• MATERIAL TO PROCESS
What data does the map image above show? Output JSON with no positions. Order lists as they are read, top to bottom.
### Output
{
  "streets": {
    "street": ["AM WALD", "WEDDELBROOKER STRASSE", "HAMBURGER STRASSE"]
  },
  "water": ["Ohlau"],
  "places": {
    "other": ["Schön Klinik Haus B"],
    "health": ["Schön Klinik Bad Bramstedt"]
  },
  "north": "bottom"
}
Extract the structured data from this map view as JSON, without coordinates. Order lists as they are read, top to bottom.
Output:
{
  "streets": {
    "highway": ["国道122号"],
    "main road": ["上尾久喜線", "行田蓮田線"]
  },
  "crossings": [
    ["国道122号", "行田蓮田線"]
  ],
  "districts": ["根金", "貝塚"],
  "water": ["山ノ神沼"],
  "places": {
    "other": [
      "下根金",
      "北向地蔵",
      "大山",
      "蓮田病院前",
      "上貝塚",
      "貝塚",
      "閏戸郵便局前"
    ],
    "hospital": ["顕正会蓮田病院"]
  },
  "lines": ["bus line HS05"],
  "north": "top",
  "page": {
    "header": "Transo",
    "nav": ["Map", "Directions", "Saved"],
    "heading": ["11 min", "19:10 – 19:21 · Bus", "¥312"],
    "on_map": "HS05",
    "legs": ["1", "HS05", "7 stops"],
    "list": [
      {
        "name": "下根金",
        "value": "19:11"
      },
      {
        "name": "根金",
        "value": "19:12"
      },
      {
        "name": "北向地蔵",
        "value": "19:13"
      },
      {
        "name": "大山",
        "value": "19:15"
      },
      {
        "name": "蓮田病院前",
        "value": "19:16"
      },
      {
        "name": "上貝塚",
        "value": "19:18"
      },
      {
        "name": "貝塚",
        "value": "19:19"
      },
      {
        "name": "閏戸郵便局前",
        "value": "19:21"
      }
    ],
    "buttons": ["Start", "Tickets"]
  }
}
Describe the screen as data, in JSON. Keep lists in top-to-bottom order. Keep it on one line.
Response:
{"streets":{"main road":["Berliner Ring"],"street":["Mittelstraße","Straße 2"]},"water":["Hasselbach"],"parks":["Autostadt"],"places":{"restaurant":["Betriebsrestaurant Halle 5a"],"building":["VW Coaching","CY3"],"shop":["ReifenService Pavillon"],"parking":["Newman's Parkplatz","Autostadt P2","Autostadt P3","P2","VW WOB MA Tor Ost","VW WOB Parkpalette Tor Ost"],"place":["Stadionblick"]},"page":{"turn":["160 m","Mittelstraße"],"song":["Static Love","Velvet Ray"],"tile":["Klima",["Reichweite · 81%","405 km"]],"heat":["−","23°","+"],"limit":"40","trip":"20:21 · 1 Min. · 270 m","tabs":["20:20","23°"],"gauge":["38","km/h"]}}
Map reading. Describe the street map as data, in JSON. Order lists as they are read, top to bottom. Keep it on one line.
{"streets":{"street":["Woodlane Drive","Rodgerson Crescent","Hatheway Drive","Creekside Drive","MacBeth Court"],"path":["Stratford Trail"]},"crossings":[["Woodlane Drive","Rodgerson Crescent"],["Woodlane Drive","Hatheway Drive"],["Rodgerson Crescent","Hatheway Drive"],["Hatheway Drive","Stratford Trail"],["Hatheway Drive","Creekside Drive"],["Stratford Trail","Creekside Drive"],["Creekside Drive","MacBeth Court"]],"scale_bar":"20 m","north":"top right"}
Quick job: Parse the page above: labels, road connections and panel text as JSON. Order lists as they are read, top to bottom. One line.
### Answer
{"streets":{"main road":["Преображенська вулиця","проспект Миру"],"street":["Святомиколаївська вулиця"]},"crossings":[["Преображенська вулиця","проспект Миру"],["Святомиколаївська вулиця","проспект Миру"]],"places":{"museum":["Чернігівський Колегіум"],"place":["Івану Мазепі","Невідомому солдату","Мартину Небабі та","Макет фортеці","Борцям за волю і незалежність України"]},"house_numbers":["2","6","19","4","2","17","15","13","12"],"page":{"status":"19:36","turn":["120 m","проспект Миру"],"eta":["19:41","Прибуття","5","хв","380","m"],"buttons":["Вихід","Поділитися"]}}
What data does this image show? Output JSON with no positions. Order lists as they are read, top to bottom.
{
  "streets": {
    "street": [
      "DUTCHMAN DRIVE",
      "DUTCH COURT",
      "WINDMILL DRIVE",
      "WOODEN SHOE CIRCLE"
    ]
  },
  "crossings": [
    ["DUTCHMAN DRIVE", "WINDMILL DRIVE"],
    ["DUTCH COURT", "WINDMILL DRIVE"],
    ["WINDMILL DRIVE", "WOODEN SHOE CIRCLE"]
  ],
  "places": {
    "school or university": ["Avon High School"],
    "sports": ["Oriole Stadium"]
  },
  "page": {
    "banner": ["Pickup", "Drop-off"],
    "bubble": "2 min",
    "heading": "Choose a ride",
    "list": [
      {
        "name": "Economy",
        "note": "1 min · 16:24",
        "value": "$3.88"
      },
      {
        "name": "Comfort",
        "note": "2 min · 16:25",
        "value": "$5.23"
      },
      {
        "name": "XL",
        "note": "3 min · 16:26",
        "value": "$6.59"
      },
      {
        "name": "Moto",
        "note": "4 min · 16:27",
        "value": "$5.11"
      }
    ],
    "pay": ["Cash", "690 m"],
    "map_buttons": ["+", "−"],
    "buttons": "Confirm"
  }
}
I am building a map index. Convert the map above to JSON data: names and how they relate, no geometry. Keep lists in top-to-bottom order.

• TASK TO COMPLETE
Repeat every line of the material exactly.

• YOUR SOLUTION
What data does the map image above show? Output JSON with no positions. Order lists as they are read, top to bottom.
### Output
{
  "streets": {
    "street": ["AM WALD", "WEDDELBROOKER STRASSE", "HAMBURGER STRASSE"]
  },
  "water": ["Ohlau"],
  "places": {
    "other": ["Schön Klinik Haus B"],
    "health": ["Schön Klinik Bad Bramstedt"]
  },
  "north": "bottom"
}
Extract the structured data from this map view as JSON, without coordinates. Order lists as they are read, top to bottom.
Output:
{
  "streets": {
    "highway": ["国道122号"],
    "main road": ["上尾久喜線", "行田蓮田線"]
  },
  "crossings": [
    ["国道122号", "行田蓮田線"]
  ],
  "districts": ["根金", "貝塚"],
  "water": ["山ノ神沼"],
  "places": {
    "other": [
      "下根金",
      "北向地蔵",
      "大山",
      "蓮田病院前",
      "上貝塚",
      "貝塚",
      "閏戸郵便局前"
    ],
    "hospital": ["顕正会蓮田病院"]
  },
  "lines": ["bus line HS05"],
  "north": "top",
  "page": {
    "header": "Transo",
    "nav": ["Map", "Directions", "Saved"],
    "heading": ["11 min", "19:10 – 19:21 · Bus", "¥312"],
    "on_map": "HS05",
    "legs": ["1", "HS05", "7 stops"],
    "list": [
      {
        "name": "下根金",
        "value": "19:11"
      },
      {
        "name": "根金",
        "value": "19:12"
      },
      {
        "name": "北向地蔵",
        "value": "19:13"
      },
      {
        "name": "大山",
        "value": "19:15"
      },
      {
        "name": "蓮田病院前",
        "value": "19:16"
      },
      {
        "name": "上貝塚",
        "value": "19:18"
      },
      {
        "name": "貝塚",
        "value": "19:19"
      },
      {
        "name": "閏戸郵便局前",
        "value": "19:21"
      }
    ],
    "buttons": ["Start", "Tickets"]
  }
}
Describe the screen as data, in JSON. Keep lists in top-to-bottom order. Keep it on one line.
Response:
{"streets":{"main road":["Berliner Ring"],"street":["Mittelstraße","Straße 2"]},"water":["Hasselbach"],"parks":["Autostadt"],"places":{"restaurant":["Betriebsrestaurant Halle 5a"],"building":["VW Coaching","CY3"],"shop":["ReifenService Pavillon"],"parking":["Newman's Parkplatz","Autostadt P2","Autostadt P3","P2","VW WOB MA Tor Ost","VW WOB Parkpalette Tor Ost"],"place":["Stadionblick"]},"page":{"turn":["160 m","Mittelstraße"],"song":["Static Love","Velvet Ray"],"tile":["Klima",["Reichweite · 81%","405 km"]],"heat":["−","23°","+"],"limit":"40","trip":"20:21 · 1 Min. · 270 m","tabs":["20:20","23°"],"gauge":["38","km/h"]}}
Map reading. Describe the street map as data, in JSON. Order lists as they are read, top to bottom. Keep it on one line.
{"streets":{"street":["Woodlane Drive","Rodgerson Crescent","Hatheway Drive","Creekside Drive","MacBeth Court"],"path":["Stratford Trail"]},"crossings":[["Woodlane Drive","Rodgerson Crescent"],["Woodlane Drive","Hatheway Drive"],["Rodgerson Crescent","Hatheway Drive"],["Hatheway Drive","Stratford Trail"],["Hatheway Drive","Creekside Drive"],["Stratford Trail","Creekside Drive"],["Creekside Drive","MacBeth Court"]],"scale_bar":"20 m","north":"top right"}
Quick job: Parse the page above: labels, road connections and panel text as JSON. Order lists as they are read, top to bottom. One line.
### Answer
{"streets":{"main road":["Преображенська вулиця","проспект Миру"],"street":["Святомиколаївська вулиця"]},"crossings":[["Преображенська вулиця","проспект Миру"],["Святомиколаївська вулиця","проспект Миру"]],"places":{"museum":["Чернігівський Колегіум"],"place":["Івану Мазепі","Невідомому солдату","Мартину Небабі та","Макет фортеці","Борцям за волю і незалежність України"]},"house_numbers":["2","6","19","4","2","17","15","13","12"],"page":{"status":"19:36","turn":["120 m","проспект Миру"],"eta":["19:41","Прибуття","5","хв","380","m"],"buttons":["Вихід","Поділитися"]}}
What data does this image show? Output JSON with no positions. Order lists as they are read, top to bottom.
{
  "streets": {
    "street": [
      "DUTCHMAN DRIVE",
      "DUTCH COURT",
      "WINDMILL DRIVE",
      "WOODEN SHOE CIRCLE"
    ]
  },
  "crossings": [
    ["DUTCHMAN DRIVE", "WINDMILL DRIVE"],
    ["DUTCH COURT", "WINDMILL DRIVE"],
    ["WINDMILL DRIVE", "WOODEN SHOE CIRCLE"]
  ],
  "places": {
    "school or university": ["Avon High School"],
    "sports": ["Oriole Stadium"]
  },
  "page": {
    "banner": ["Pickup", "Drop-off"],
    "bubble": "2 min",
    "heading": "Choose a ride",
    "list": [
      {
        "name": "Economy",
        "note": "1 min · 16:24",
        "value": "$3.88"
      },
      {
        "name": "Comfort",
        "note": "2 min · 16:25",
        "value": "$5.23"
      },
      {
        "name": "XL",
        "note": "3 min · 16:26",
        "value": "$6.59"
      },
      {
        "name": "Moto",
        "note": "4 min · 16:27",
        "value": "$5.11"
      }
    ],
    "pay": ["Cash", "690 m"],
    "map_buttons": ["+", "−"],
    "buttons": "Confirm"
  }
}
I am building a map index. Convert the map above to JSON data: names and how they relate, no geometry. Keep lists in top-to-bottom order.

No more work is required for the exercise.